## Problem to solve
Where does the word "read" appear in the entries below? Copy each line that holds it.
═══ Data ═══
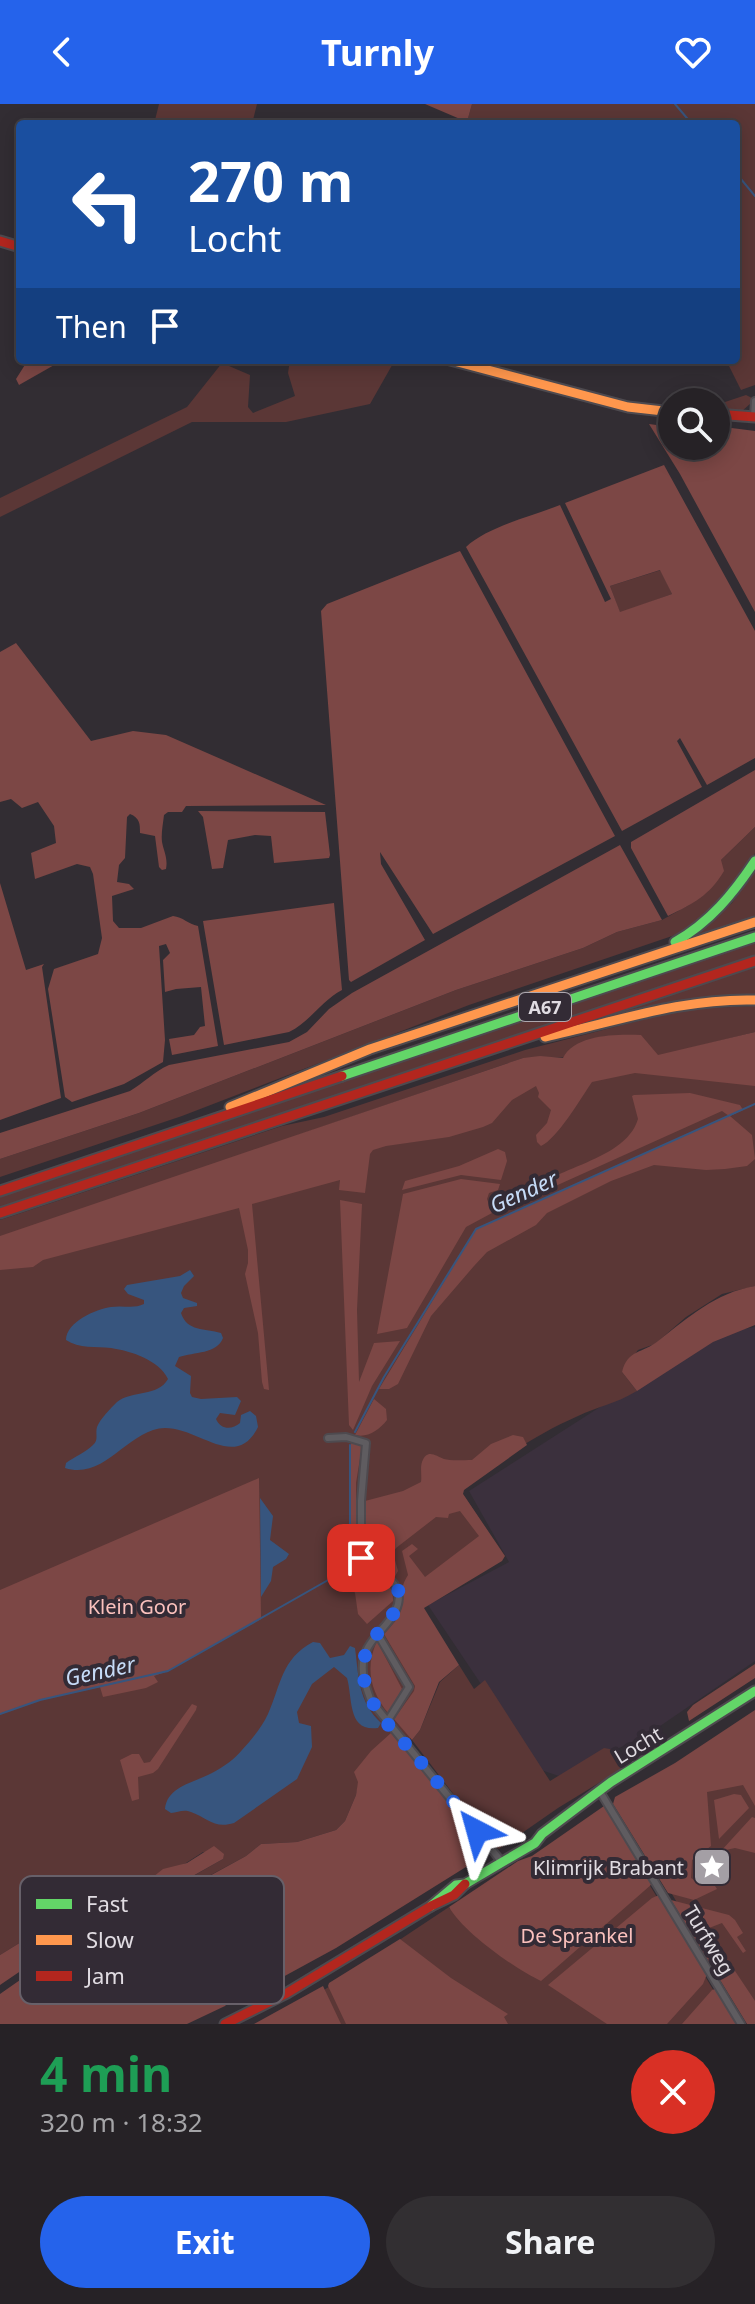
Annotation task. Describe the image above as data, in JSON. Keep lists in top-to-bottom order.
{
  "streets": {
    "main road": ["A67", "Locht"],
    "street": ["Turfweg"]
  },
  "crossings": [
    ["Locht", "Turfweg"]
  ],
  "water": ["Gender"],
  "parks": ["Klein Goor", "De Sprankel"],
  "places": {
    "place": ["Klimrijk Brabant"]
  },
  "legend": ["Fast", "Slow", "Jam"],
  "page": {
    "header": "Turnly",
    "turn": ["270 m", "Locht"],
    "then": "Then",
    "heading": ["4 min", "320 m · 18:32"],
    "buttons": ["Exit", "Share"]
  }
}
═══
═══ Data ═══
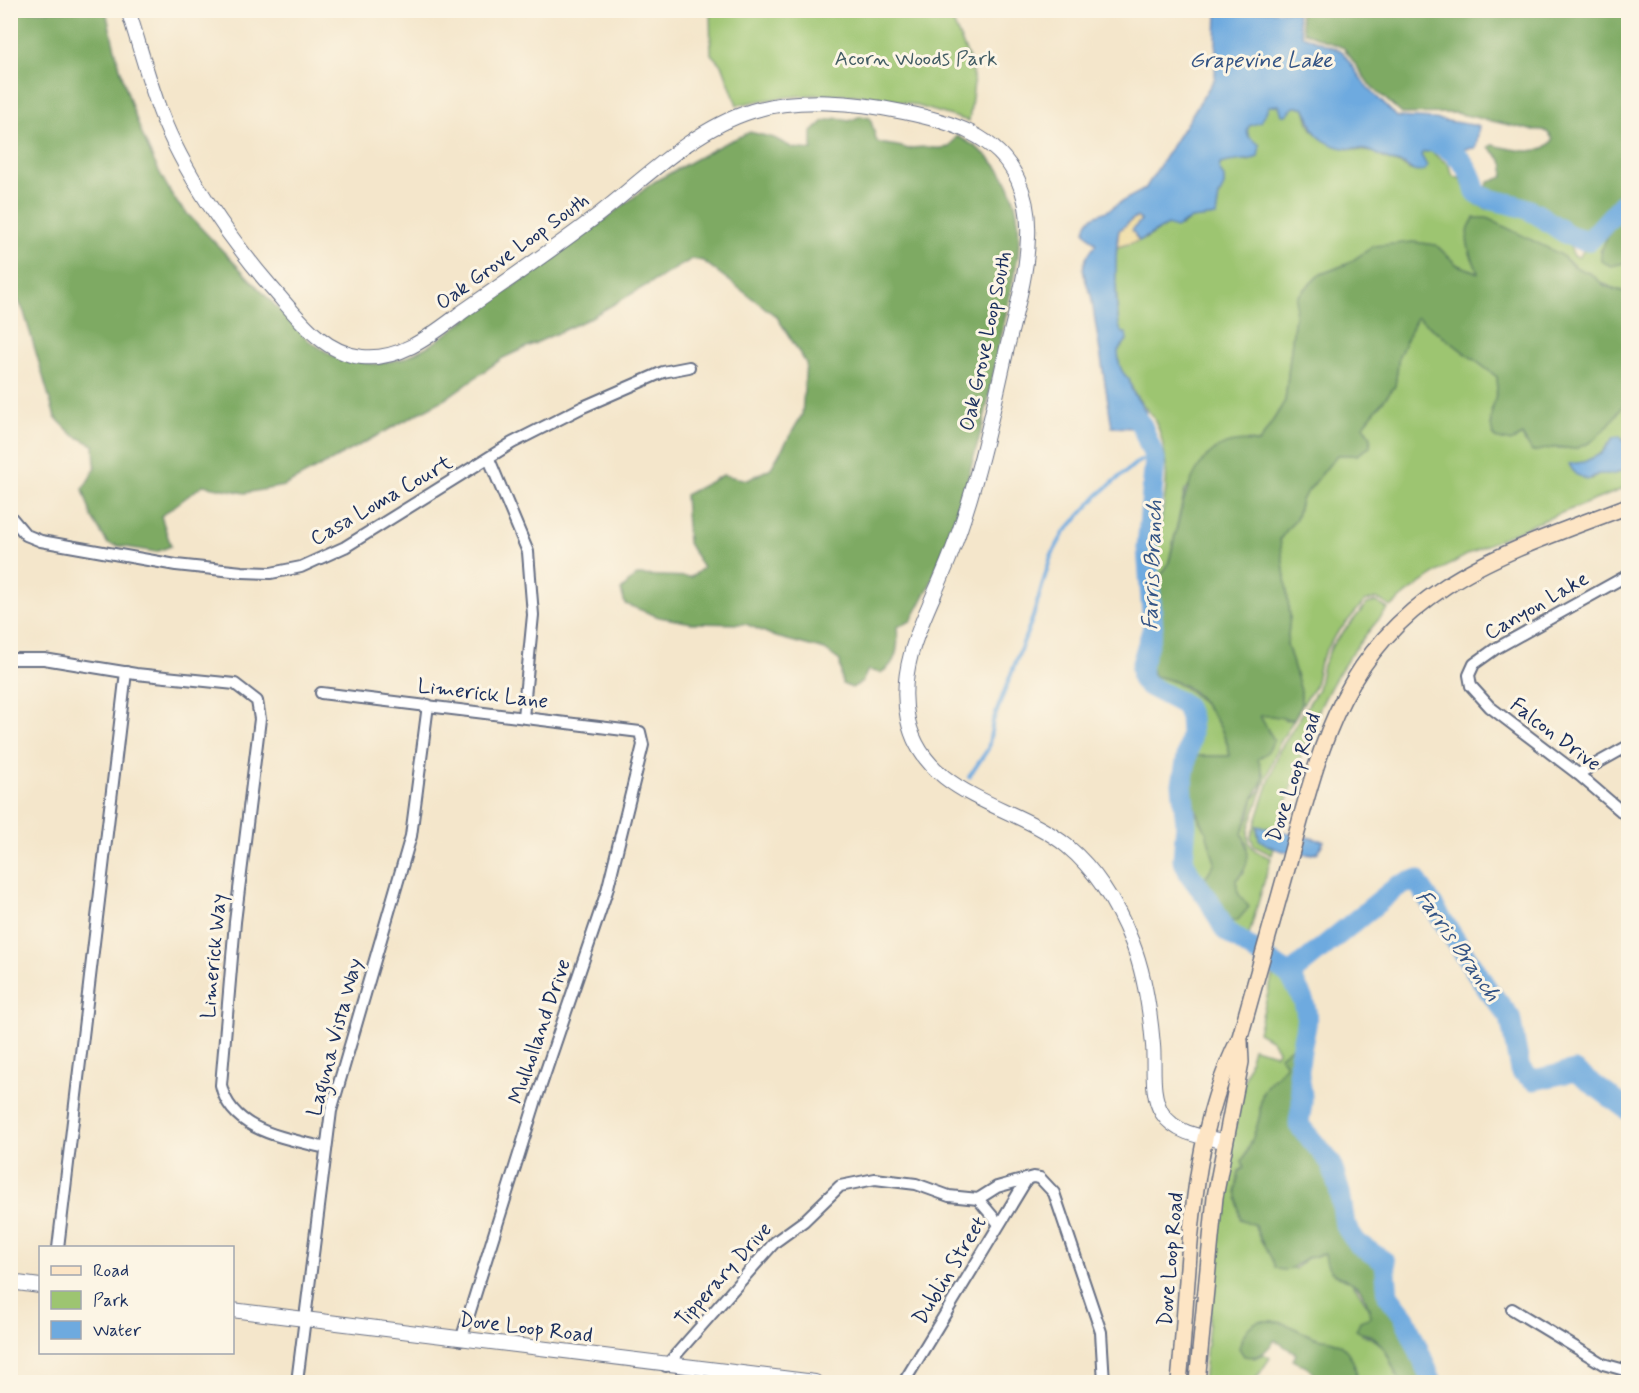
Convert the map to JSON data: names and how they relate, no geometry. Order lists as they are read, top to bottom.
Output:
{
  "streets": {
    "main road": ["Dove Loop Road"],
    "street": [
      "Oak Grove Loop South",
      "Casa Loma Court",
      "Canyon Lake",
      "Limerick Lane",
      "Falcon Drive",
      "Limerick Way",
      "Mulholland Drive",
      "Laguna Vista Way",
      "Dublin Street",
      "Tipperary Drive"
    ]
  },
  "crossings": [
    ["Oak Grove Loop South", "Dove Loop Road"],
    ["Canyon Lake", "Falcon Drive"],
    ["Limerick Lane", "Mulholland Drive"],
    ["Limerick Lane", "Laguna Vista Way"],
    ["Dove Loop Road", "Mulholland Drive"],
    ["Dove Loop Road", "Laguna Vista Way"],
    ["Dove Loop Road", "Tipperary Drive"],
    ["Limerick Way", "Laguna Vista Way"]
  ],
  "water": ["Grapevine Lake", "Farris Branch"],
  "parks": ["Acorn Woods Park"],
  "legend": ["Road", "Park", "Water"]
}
═══
═══ Data ═══
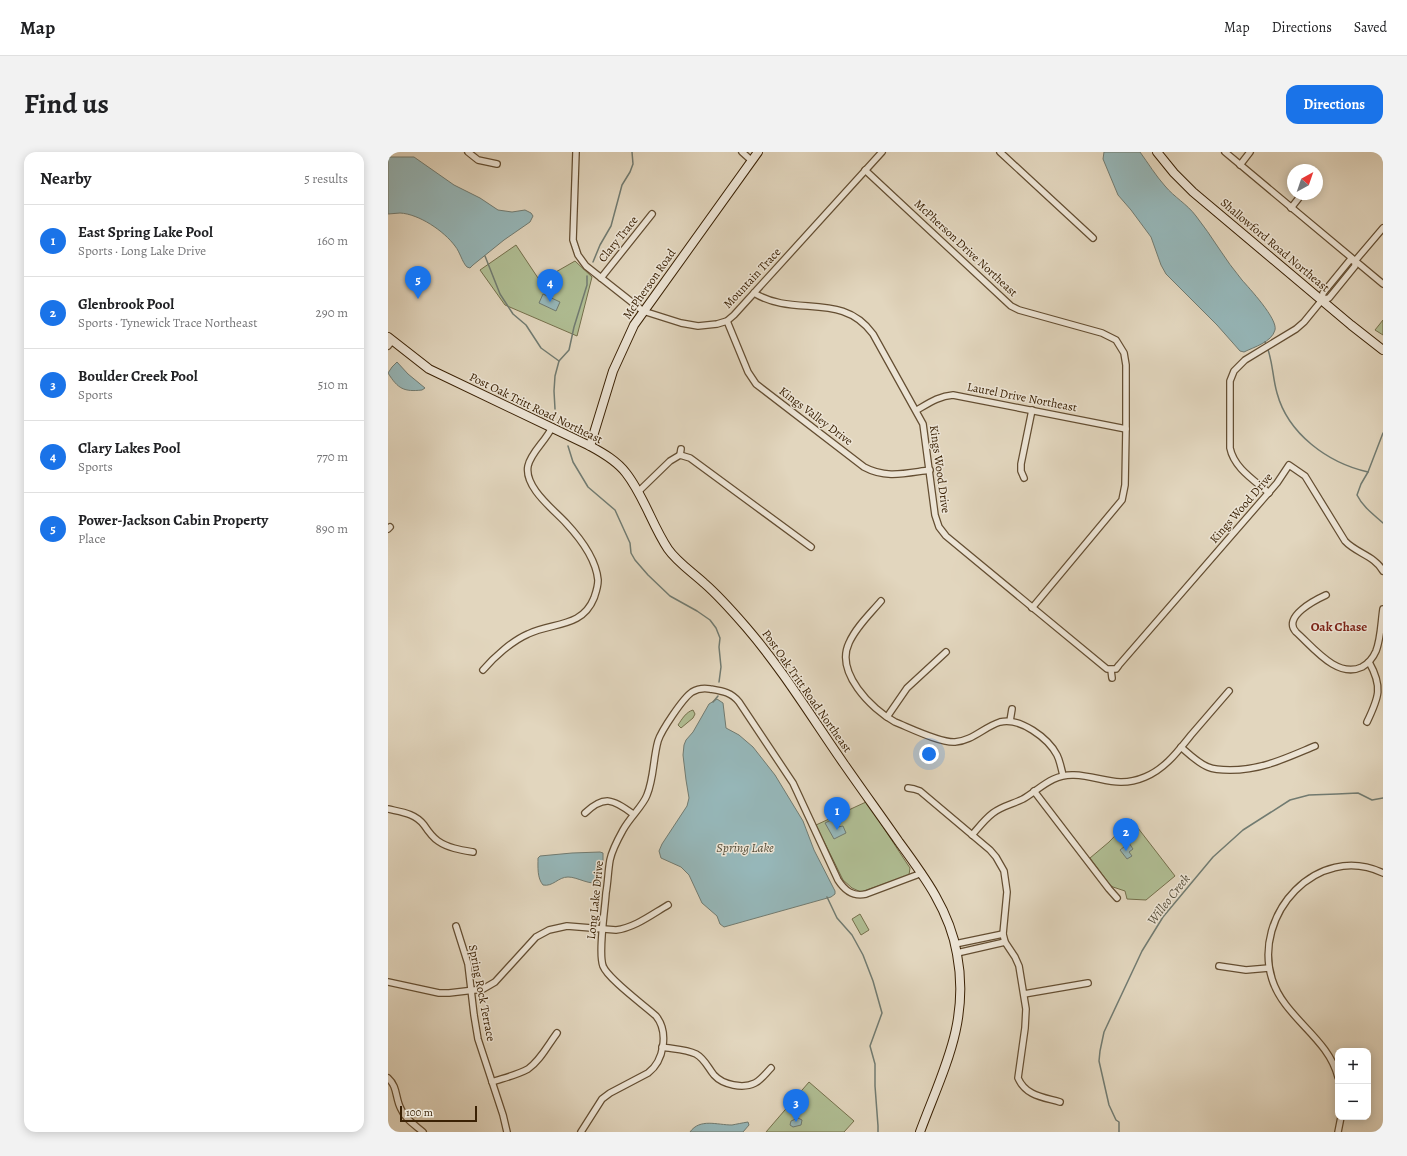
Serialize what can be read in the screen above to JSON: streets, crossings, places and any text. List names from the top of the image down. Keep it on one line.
═══
## Task answer
Convert the map to JSON data: names and how they relate, no geometry. Order lists as they are read, top to bottom.
Serialize what can be read in the screen above to JSON: streets, crossings, places and any text. List names from the top of the image down. Keep it on one line.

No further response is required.